What needs to be done:
Look through the material below and show every line with the word "Elevation".

Data to process:
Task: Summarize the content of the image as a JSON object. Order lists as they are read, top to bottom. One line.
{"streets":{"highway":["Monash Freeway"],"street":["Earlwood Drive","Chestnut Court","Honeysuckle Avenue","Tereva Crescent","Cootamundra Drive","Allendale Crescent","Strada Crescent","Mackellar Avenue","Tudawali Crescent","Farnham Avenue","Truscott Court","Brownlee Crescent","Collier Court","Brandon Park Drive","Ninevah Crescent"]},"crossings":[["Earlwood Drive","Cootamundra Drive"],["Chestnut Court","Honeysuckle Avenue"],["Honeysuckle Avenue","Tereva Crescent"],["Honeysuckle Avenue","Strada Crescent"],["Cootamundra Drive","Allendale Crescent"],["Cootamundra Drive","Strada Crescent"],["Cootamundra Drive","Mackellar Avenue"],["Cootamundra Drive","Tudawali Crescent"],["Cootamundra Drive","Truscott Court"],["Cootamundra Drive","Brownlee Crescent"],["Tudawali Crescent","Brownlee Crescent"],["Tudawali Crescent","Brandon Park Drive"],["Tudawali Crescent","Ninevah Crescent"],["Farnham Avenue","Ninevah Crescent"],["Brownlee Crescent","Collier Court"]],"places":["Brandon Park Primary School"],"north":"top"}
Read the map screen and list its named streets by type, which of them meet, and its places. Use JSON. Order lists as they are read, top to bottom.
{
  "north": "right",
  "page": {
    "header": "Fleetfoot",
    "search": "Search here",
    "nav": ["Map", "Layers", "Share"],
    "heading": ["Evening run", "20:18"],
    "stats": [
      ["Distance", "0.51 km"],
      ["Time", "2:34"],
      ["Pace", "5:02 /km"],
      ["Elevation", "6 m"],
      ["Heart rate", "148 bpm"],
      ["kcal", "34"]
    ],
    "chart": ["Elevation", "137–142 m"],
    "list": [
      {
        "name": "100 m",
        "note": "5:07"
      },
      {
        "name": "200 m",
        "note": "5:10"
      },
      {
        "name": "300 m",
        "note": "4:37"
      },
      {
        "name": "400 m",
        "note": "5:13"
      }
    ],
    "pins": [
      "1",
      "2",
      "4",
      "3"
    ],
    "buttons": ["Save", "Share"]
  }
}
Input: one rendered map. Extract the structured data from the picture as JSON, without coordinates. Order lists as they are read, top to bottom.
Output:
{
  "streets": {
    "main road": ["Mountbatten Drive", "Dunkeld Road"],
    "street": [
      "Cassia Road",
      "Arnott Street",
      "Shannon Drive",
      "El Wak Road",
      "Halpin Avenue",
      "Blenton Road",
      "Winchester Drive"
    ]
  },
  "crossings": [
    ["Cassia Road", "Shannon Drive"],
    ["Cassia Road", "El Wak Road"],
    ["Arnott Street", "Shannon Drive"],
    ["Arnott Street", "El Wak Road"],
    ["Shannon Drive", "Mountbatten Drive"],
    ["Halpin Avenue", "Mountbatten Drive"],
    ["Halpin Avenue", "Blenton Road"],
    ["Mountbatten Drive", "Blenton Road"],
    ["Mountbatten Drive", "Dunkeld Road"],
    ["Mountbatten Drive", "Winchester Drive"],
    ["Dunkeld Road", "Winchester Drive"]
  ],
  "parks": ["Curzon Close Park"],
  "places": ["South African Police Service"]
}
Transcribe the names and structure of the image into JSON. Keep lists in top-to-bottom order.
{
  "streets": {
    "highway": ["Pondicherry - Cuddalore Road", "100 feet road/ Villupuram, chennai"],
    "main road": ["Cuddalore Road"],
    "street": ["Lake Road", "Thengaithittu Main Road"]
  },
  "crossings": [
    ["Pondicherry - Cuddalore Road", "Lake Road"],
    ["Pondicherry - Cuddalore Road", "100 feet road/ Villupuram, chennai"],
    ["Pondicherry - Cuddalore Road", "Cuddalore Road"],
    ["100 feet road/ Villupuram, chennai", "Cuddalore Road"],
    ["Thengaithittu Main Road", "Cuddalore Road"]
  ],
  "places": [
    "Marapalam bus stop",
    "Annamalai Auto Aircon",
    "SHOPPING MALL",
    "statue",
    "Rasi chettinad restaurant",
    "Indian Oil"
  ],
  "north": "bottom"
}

Response for this exercise:
      ["Elevation", "6 m"],
    "chart": ["Elevation", "137–142 m"],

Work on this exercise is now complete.